By Ralph Mellon
At FFP Towers, I’m surrounded by colleagues who can take any topical issue or any subject, historic or current, and spin it into a symphony of eloquence and beautifully-argued presentation of opinion.
Being a fairly passive soul, I tend not to get too wound up about things and certainly would toil to come up with anything insightful at the drop of a hat about the really important issues of the day, like Scottish independence, what’s happening in Ukraine, or how exploitative is ‘Britain’s Got Talent’/’The X Factor’.
Something significant did happen to me the other day, however – I turned 50.
For years, I thought it would gently wash over me and I’d be largely indifferent to it. I wasn’t fazed at all by turing 40 – it was funny and, indeed, almost too ridiculous to contemplate, following all the angst and fretting a decade earlier about attaining 30.
On the day, the 50th was fine – being with family and close friends was nice and affirming – as was the generosity and thoughtfulness of the prezzies I received.
But, strangely, in the few days beforehand, it defintiely felt as if dark, malevolent forces were at work. I’m going to be 50 at the end of the week and there’s not a thing I can do about it! Aaargghh!
Perhaps it was because there had already been a long build-up to it. This started during the Easter break with a holiday in Vienna.
My travel around Europe has been pretty insignificant over the years, so I fancied going somewhere which sounded as if it had a bit of character and cultural history behind it.
I’m pleased to say jokes about that Ultravox record and ‘it means nothing to me’ were kept to a minimum – I have preserved a deep and rancorous hatred for that song for 33 years.
There was plenty of impressive architecture, informative art museums, a sedate boat cruise on the Danube, an easy-to-understand subway system, a trip on the Ferris wheel featured in the brilliant 1949 film ‘The Third Man’ and some childish cavorting around Madame Tussauds, where they encourage you to be a little silly while appraising the waxworks.
My top souvenir is a 3D fridge magnet of the Vienna opera house with an impression of Mozart gazing out impassively from the top.
The rule now is that, whenever you approach the fridge, you have to exclaim “Volf-gang!” in tones of reverential awe.
If you think it sounds like fun round our house, you’d be right.
Anyone who has exceeded 50 will know about this as well – your festivities include an invitation to take part in the Scottish Bowel Screening Programme – without question, a very, very important project.
“Your testing kit and instruction leaflet will arrive in the post in about two weeks,” says the letter. Happy birthday and welcome to the club, mate.

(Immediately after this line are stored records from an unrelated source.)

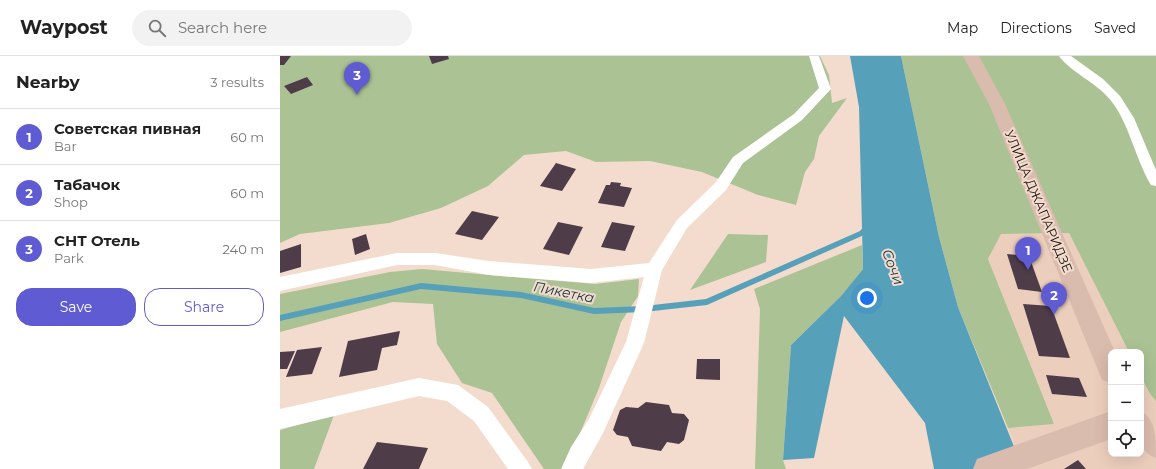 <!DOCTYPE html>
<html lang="en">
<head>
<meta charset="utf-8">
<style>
	:root { --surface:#fff; --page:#f2f2f2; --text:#222; --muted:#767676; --line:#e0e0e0; --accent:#5f5bd3 }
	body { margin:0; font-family:Montserrat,sans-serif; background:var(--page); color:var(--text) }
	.controls { position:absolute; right:12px; bottom:12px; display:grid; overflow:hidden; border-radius:8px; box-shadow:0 4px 16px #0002 }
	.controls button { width:36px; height:36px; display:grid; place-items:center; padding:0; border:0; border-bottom:1px solid var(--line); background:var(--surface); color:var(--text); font:20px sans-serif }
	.you { position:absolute; left:587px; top:242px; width:14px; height:14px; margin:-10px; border:3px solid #fff; border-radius:50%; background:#1a73e8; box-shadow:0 0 0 6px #1a73e833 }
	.badge { display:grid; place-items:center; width:26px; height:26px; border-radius:50%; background:var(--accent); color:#fff; font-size:13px; font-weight:700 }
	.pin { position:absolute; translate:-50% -33px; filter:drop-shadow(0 1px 2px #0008) }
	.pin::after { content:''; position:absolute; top:21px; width:14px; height:12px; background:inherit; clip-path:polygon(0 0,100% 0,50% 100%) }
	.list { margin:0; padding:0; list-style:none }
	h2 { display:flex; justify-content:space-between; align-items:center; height:52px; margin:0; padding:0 16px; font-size:17px }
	h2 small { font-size:13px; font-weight:400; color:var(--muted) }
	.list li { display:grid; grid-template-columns:26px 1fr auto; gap:12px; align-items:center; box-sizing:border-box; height:56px; padding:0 16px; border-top:1px solid var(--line) }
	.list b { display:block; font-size:15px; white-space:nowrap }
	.list p { margin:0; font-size:13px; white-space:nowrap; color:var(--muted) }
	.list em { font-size:13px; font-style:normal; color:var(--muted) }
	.actions { display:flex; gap:8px; padding:12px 16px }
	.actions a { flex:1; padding:9px 0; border:1px solid var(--accent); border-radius:16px; text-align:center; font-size:14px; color:var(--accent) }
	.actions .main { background:var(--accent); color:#fff }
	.icon { flex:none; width:22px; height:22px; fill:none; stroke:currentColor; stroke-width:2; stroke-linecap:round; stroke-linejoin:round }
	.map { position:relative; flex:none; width:876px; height:413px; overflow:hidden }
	header { display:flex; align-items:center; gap:24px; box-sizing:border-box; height:56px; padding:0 20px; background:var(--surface); border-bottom:1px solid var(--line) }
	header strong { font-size:19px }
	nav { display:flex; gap:22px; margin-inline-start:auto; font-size:14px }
	.search { width:280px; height:36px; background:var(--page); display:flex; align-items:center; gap:10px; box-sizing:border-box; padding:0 14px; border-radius:22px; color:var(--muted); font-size:15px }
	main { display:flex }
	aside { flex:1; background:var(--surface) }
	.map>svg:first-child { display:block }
	.built { fill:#eccebc }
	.green { fill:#abc294 }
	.water { fill:#57a0ba }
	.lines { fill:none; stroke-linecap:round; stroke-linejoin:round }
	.stream { fill:#57a0ba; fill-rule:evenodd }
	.building { fill:#4e3c49 }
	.street { fill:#fff; fill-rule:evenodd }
	.secondary { fill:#dabcae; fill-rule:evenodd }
	.labels { text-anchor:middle; stroke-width:4; stroke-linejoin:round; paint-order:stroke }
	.street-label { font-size:13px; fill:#1c140f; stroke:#f3dcce }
	.water-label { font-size:14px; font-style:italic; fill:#163844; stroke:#f3dcce }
</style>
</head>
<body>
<header>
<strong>Waypost</strong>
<div class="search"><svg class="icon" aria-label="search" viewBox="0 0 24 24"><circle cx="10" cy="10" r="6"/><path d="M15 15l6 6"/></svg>Search here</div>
<nav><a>Map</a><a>Directions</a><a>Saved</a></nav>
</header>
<main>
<aside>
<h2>Nearby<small>3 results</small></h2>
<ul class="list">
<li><span class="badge">1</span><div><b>Советская пивная</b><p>Bar</p></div><em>60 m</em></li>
<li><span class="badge">2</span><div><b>Табачок</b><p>Shop</p></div><em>60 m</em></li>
<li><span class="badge">3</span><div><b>СНТ Отель</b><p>Park</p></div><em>240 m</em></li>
</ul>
<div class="actions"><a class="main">Save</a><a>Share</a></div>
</aside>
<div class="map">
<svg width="876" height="413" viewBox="0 0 876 413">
	<rect width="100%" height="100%" fill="#f3dcce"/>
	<path class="built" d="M789,177L849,296H831V398H861V321L868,335L876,345V413H743L728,372L773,368L708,203L721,178Z"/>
	<path class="green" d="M0,0H540L549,19L552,47L567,42L539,80L534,103L525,116L516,149L478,139L422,116L370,105L316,106L286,95L244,99L208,130L161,152L109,167L20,178L0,187Z
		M621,0H876V345C861,327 861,318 861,296H849L789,177L721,178L708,203L774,368L728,372L678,251L659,181Z
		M448,178L488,179L486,206L410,234Z
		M582,189L583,213L561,240L511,289L503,404L506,413H475L480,253L474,233Z
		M142,213L315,228L359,223L358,240L341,266L319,332L285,413H264L212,337L182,327L157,288L153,248L113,246L0,276V238L110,216Z
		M54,359L34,413H0V374Z"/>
	<path class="water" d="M570,0H621L659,181L678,251L743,413H654L645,367L564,260L534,402L503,404L511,289L561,240L583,213L579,51Z"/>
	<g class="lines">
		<path class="stream" d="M585,169H587L590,171L584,179L427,249L364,256L314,258L241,242L141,233L0,265V259L141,227L241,236L314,252L364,250L426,243L580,175Z"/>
	</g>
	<path class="building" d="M0,0H11L4,9H0Z
		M149,0H168L169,3L152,8Z
		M27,21L33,29L11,38L4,30Z
		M276,107L296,113L282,135L260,130Z
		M331,126L341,127L340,130L352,132L344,151L318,147L326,129H330Z
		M192,155L219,161L202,184L175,178Z
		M278,166L303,171L289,199L263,193Z
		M332,166L355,170L345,195L321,191Z
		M86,178L90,193L75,199L72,183Z
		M21,188V211L0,217V195Z
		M727,198L749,200L762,236L738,233Z
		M743,248L771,250L790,302L759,300Z
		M120,275L117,289L102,292L97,314L59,321L68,285Z
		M42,291L32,318L6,321L17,294Z
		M15,295L7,313H0V296Z
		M417,303H440V324L416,323Z
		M766,319L799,322L807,341L772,338Z
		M366,346L389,349L392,357L404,358L409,364L404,384L399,388L387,386L381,395L352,390L348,381L337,379L333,374L340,354L346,351L358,352Z
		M97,386L148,392L139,413H83Z
		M798,404L806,413H784Z"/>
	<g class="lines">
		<path class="street" d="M529,0H539L551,33L522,64L463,107L446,134L407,172L382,214L364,287L323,377L303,413H281L291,391L309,363L346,286L364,221L311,227L209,219L155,209H117L0,235V221L117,197H155L209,205L311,213L369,207L397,164L436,126L453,101L514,58L539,32Z
			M779,0H791L823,23L840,40L854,62L876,114V130L871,129C855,102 850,70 832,46C818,27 790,16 779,0Z
			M139,322L178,329L208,351L248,406L252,413H228L194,365L167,345L139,340L0,373V353Z"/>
		<path class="secondary" d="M683,0H699L725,48L835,296H831V327L822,324L709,48Z
			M831,355V383L747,413H693L697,403Z
			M861,355C876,364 876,381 876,402C854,393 861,376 861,355Z"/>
	</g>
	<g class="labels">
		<g class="street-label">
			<text transform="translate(759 145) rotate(67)" y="5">УЛИЦА ДЖАПАРИДЗЕ</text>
		</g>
		<g class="water-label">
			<text transform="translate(613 211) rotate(69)" y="5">Сочи</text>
			<text transform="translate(284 236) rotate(11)" y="5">Пикетка</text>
		</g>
	</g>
</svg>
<div class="controls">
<button>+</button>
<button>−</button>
<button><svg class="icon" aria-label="locate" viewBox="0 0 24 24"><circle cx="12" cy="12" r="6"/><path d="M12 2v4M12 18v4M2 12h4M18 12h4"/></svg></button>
</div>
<div class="you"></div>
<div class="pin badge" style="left:748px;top:214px">1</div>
<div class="pin badge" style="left:774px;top:259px">2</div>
<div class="pin badge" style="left:77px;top:39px">3</div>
</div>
</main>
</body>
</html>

One of my three favourite films ever, ‘Withnail & I’, was on Channel 4 in the wee small hours at the precise time I made my entry into the world half a century earlier, so the landmark day was definitely off to a flying start.
When it comes to music and TV, I often revisit things I loved when I was young. Consequently, the music/poetry of Vivian Stanshall and ‘Dr Who’ adventures from the late Jon Pertwee/early Tom Baker eras were amply plundered.
Colleagues, knowing my weekly ritual of illustrating the TV viewing schedules with multi-hued highlighter pens to denote preferred viewing, gave me, among other things, a subscription to the Radio Times, or as I call it, The Bible.
It’s not over yet – my brother has suggested a short break later in the year to somewhere warm – and is even hinting at paying for it. I’ve always said he’s the best younger sibling anyone could hope for.
And other friends have already given me another useful present – a Panama hat.